We spent yesterday cooking a delicious meal of pot roast, stuffing, roasted potatoes, sauteed spinach and dinner rolls.  And, of course, taking the requisite Christmas-morning-in-pajamas pictures.  I have no explanation for why Henry is acting like he is incapable of supporting the weight of his own head in this video; whenever put the antlers-hat on him he goes all limp.  It's almost like he doesn't like wearing them or something.


Henry the half-dead reindeer from Pink Herring on Vimeo.

But trust me, he is wishing you a very happy holiday. 

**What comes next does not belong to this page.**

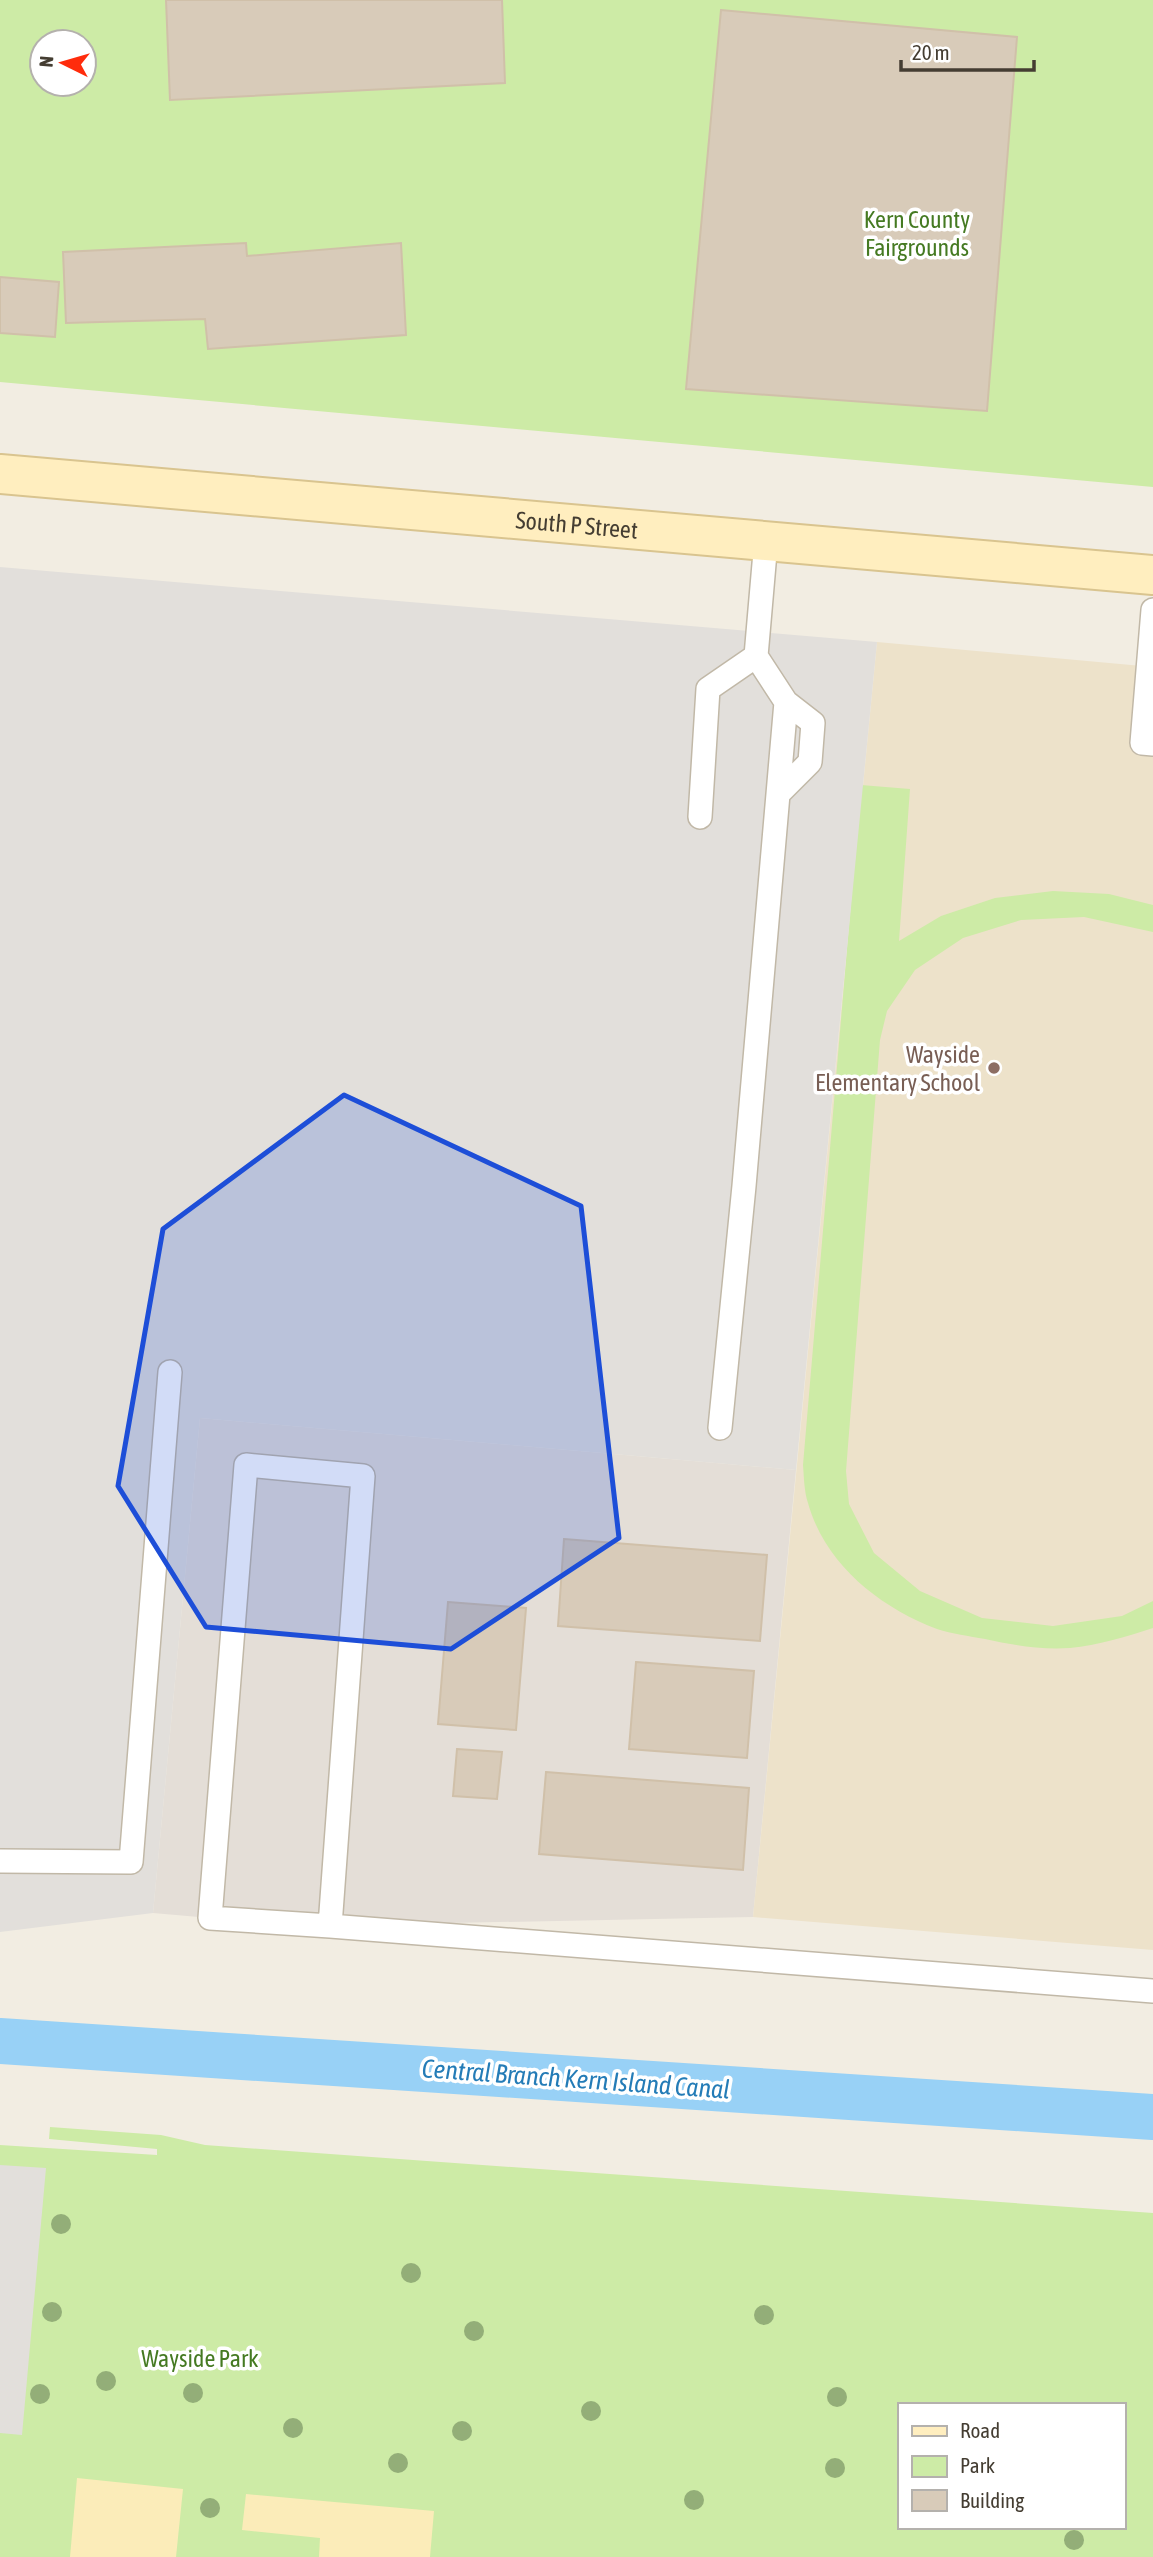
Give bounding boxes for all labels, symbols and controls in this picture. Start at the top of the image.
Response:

Thursday, December 20, 2007

Here she goes with the cats again

Hey, so remember how I have this cat name Madison? You know, the cat with a girl's name even though he is a boy (and again, I'd like to remind everyone that I DID NOT NAME HIM, I just sorta forgot to ever get around to changing it) and who occasionally tries to rip my face off? Yeah, him. When we last left our intrepid hero, Madison was sulking in the corner with a faceful of yellow goop. I left that goop on his face, thinking that, being a cat, Mads would use the lick paw, wipe paw over face, lick paw again, repeat ad nauseum method of grooming himself. This would solve the problem of goop on his face, while at the same time possibly even get more of the goop into his little mouth. Apparently, the trauma of medicating an ornery cat caused me to forget the simple fact that Madison does not so much groom himself. Instead, the yellow goop dried into a hard yellow mass, giving Madison a spunky little sideways mohawk. I was fine with this.  Rock on!